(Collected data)
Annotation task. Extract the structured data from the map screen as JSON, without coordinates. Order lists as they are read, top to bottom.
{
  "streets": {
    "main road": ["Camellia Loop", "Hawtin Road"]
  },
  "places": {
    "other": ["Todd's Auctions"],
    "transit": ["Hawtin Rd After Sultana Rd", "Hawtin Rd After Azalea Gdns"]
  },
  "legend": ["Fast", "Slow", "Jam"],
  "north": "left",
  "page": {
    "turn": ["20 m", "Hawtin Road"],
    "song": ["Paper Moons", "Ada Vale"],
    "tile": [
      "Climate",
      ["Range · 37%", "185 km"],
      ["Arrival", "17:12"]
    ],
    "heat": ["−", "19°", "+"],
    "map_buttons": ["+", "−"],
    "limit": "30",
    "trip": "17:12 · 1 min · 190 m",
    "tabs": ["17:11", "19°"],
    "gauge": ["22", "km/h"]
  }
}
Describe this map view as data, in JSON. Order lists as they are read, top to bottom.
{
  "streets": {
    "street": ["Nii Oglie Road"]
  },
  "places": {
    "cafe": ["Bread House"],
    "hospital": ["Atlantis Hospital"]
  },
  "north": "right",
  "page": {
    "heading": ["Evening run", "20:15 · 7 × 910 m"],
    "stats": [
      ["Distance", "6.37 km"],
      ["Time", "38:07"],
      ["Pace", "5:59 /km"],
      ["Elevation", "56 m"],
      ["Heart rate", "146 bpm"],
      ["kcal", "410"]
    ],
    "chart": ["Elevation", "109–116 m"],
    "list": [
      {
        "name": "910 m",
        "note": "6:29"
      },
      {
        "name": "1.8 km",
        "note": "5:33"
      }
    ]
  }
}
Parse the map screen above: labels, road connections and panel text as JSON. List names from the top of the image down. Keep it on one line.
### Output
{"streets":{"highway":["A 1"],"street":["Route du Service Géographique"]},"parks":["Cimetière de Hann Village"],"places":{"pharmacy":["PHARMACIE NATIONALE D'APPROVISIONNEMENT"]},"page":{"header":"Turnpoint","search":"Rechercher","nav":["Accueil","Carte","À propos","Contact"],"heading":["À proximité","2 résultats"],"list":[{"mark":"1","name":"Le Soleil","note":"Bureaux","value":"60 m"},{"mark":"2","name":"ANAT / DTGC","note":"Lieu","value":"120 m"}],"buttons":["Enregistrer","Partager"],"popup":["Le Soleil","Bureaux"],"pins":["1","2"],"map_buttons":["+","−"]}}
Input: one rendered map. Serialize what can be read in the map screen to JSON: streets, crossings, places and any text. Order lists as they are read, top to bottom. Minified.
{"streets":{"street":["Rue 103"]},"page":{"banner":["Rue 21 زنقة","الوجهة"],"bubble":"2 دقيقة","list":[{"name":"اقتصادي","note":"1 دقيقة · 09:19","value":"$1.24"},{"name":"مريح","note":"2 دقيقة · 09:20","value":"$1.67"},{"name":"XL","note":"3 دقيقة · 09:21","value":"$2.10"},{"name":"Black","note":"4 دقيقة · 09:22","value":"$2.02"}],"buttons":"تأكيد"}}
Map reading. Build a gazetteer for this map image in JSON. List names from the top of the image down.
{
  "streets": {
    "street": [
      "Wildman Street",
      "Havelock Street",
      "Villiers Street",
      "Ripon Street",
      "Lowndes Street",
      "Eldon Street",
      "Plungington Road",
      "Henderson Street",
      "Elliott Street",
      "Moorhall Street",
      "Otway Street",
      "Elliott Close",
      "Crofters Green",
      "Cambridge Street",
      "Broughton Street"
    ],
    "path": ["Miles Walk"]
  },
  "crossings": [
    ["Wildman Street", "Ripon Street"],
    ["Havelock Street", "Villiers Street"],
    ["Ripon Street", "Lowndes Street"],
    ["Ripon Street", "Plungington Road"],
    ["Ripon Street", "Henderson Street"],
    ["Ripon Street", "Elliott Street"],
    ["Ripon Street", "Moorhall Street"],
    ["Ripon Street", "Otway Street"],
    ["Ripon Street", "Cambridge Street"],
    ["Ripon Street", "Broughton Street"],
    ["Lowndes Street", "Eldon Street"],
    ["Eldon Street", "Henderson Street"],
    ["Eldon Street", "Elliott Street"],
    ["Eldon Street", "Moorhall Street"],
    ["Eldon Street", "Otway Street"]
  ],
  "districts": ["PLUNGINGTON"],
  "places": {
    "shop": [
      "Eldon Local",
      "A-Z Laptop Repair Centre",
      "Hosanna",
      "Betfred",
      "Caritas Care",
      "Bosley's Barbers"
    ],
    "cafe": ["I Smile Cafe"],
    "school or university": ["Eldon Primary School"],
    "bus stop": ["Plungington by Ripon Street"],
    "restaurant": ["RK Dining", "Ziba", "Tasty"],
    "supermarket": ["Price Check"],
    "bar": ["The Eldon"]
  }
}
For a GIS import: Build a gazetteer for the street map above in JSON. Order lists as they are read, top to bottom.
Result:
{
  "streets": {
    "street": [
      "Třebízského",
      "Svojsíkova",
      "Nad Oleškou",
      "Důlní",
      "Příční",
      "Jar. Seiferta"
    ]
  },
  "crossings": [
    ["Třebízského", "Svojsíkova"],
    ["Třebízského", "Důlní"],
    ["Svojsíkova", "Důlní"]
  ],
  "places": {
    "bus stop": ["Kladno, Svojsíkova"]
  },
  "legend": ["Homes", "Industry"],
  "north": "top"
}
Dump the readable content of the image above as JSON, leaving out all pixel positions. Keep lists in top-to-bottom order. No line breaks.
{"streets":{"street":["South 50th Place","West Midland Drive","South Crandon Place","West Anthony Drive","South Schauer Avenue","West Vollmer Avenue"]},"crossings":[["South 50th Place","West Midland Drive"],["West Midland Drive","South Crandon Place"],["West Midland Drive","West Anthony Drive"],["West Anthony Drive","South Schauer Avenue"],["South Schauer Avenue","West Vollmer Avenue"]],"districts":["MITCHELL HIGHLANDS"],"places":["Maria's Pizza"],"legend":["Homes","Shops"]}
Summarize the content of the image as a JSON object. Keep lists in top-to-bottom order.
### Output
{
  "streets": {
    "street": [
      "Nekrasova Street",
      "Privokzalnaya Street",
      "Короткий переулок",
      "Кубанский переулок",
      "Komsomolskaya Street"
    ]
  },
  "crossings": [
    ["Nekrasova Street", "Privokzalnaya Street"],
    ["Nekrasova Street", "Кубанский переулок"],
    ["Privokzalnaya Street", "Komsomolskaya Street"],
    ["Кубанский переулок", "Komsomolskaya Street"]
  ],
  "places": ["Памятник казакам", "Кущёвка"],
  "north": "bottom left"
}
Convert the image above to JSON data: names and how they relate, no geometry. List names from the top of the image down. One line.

→ Action item:
Each entry above is to be repeated exactly as it appears.

→ Answer box:
Annotation task. Extract the structured data from the map screen as JSON, without coordinates. Order lists as they are read, top to bottom.
{
  "streets": {
    "main road": ["Camellia Loop", "Hawtin Road"]
  },
  "places": {
    "other": ["Todd's Auctions"],
    "transit": ["Hawtin Rd After Sultana Rd", "Hawtin Rd After Azalea Gdns"]
  },
  "legend": ["Fast", "Slow", "Jam"],
  "north": "left",
  "page": {
    "turn": ["20 m", "Hawtin Road"],
    "song": ["Paper Moons", "Ada Vale"],
    "tile": [
      "Climate",
      ["Range · 37%", "185 km"],
      ["Arrival", "17:12"]
    ],
    "heat": ["−", "19°", "+"],
    "map_buttons": ["+", "−"],
    "limit": "30",
    "trip": "17:12 · 1 min · 190 m",
    "tabs": ["17:11", "19°"],
    "gauge": ["22", "km/h"]
  }
}
Describe this map view as data, in JSON. Order lists as they are read, top to bottom.
{
  "streets": {
    "street": ["Nii Oglie Road"]
  },
  "places": {
    "cafe": ["Bread House"],
    "hospital": ["Atlantis Hospital"]
  },
  "north": "right",
  "page": {
    "heading": ["Evening run", "20:15 · 7 × 910 m"],
    "stats": [
      ["Distance", "6.37 km"],
      ["Time", "38:07"],
      ["Pace", "5:59 /km"],
      ["Elevation", "56 m"],
      ["Heart rate", "146 bpm"],
      ["kcal", "410"]
    ],
    "chart": ["Elevation", "109–116 m"],
    "list": [
      {
        "name": "910 m",
        "note": "6:29"
      },
      {
        "name": "1.8 km",
        "note": "5:33"
      }
    ]
  }
}
Parse the map screen above: labels, road connections and panel text as JSON. List names from the top of the image down. Keep it on one line.
### Output
{"streets":{"highway":["A 1"],"street":["Route du Service Géographique"]},"parks":["Cimetière de Hann Village"],"places":{"pharmacy":["PHARMACIE NATIONALE D'APPROVISIONNEMENT"]},"page":{"header":"Turnpoint","search":"Rechercher","nav":["Accueil","Carte","À propos","Contact"],"heading":["À proximité","2 résultats"],"list":[{"mark":"1","name":"Le Soleil","note":"Bureaux","value":"60 m"},{"mark":"2","name":"ANAT / DTGC","note":"Lieu","value":"120 m"}],"buttons":["Enregistrer","Partager"],"popup":["Le Soleil","Bureaux"],"pins":["1","2"],"map_buttons":["+","−"]}}
Input: one rendered map. Serialize what can be read in the map screen to JSON: streets, crossings, places and any text. Order lists as they are read, top to bottom. Minified.
{"streets":{"street":["Rue 103"]},"page":{"banner":["Rue 21 زنقة","الوجهة"],"bubble":"2 دقيقة","list":[{"name":"اقتصادي","note":"1 دقيقة · 09:19","value":"$1.24"},{"name":"مريح","note":"2 دقيقة · 09:20","value":"$1.67"},{"name":"XL","note":"3 دقيقة · 09:21","value":"$2.10"},{"name":"Black","note":"4 دقيقة · 09:22","value":"$2.02"}],"buttons":"تأكيد"}}
Map reading. Build a gazetteer for this map image in JSON. List names from the top of the image down.
{
  "streets": {
    "street": [
      "Wildman Street",
      "Havelock Street",
      "Villiers Street",
      "Ripon Street",
      "Lowndes Street",
      "Eldon Street",
      "Plungington Road",
      "Henderson Street",
      "Elliott Street",
      "Moorhall Street",
      "Otway Street",
      "Elliott Close",
      "Crofters Green",
      "Cambridge Street",
      "Broughton Street"
    ],
    "path": ["Miles Walk"]
  },
  "crossings": [
    ["Wildman Street", "Ripon Street"],
    ["Havelock Street", "Villiers Street"],
    ["Ripon Street", "Lowndes Street"],
    ["Ripon Street", "Plungington Road"],
    ["Ripon Street", "Henderson Street"],
    ["Ripon Street", "Elliott Street"],
    ["Ripon Street", "Moorhall Street"],
    ["Ripon Street", "Otway Street"],
    ["Ripon Street", "Cambridge Street"],
    ["Ripon Street", "Broughton Street"],
    ["Lowndes Street", "Eldon Street"],
    ["Eldon Street", "Henderson Street"],
    ["Eldon Street", "Elliott Street"],
    ["Eldon Street", "Moorhall Street"],
    ["Eldon Street", "Otway Street"]
  ],
  "districts": ["PLUNGINGTON"],
  "places": {
    "shop": [
      "Eldon Local",
      "A-Z Laptop Repair Centre",
      "Hosanna",
      "Betfred",
      "Caritas Care",
      "Bosley's Barbers"
    ],
    "cafe": ["I Smile Cafe"],
    "school or university": ["Eldon Primary School"],
    "bus stop": ["Plungington by Ripon Street"],
    "restaurant": ["RK Dining", "Ziba", "Tasty"],
    "supermarket": ["Price Check"],
    "bar": ["The Eldon"]
  }
}
For a GIS import: Build a gazetteer for the street map above in JSON. Order lists as they are read, top to bottom.
Result:
{
  "streets": {
    "street": [
      "Třebízského",
      "Svojsíkova",
      "Nad Oleškou",
      "Důlní",
      "Příční",
      "Jar. Seiferta"
    ]
  },
  "crossings": [
    ["Třebízského", "Svojsíkova"],
    ["Třebízského", "Důlní"],
    ["Svojsíkova", "Důlní"]
  ],
  "places": {
    "bus stop": ["Kladno, Svojsíkova"]
  },
  "legend": ["Homes", "Industry"],
  "north": "top"
}
Dump the readable content of the image above as JSON, leaving out all pixel positions. Keep lists in top-to-bottom order. No line breaks.
{"streets":{"street":["South 50th Place","West Midland Drive","South Crandon Place","West Anthony Drive","South Schauer Avenue","West Vollmer Avenue"]},"crossings":[["South 50th Place","West Midland Drive"],["West Midland Drive","South Crandon Place"],["West Midland Drive","West Anthony Drive"],["West Anthony Drive","South Schauer Avenue"],["South Schauer Avenue","West Vollmer Avenue"]],"districts":["MITCHELL HIGHLANDS"],"places":["Maria's Pizza"],"legend":["Homes","Shops"]}
Summarize the content of the image as a JSON object. Keep lists in top-to-bottom order.
### Output
{
  "streets": {
    "street": [
      "Nekrasova Street",
      "Privokzalnaya Street",
      "Короткий переулок",
      "Кубанский переулок",
      "Komsomolskaya Street"
    ]
  },
  "crossings": [
    ["Nekrasova Street", "Privokzalnaya Street"],
    ["Nekrasova Street", "Кубанский переулок"],
    ["Privokzalnaya Street", "Komsomolskaya Street"],
    ["Кубанский переулок", "Komsomolskaya Street"]
  ],
  "places": ["Памятник казакам", "Кущёвка"],
  "north": "bottom left"
}
Convert the image above to JSON data: names and how they relate, no geometry. List names from the top of the image down. One line.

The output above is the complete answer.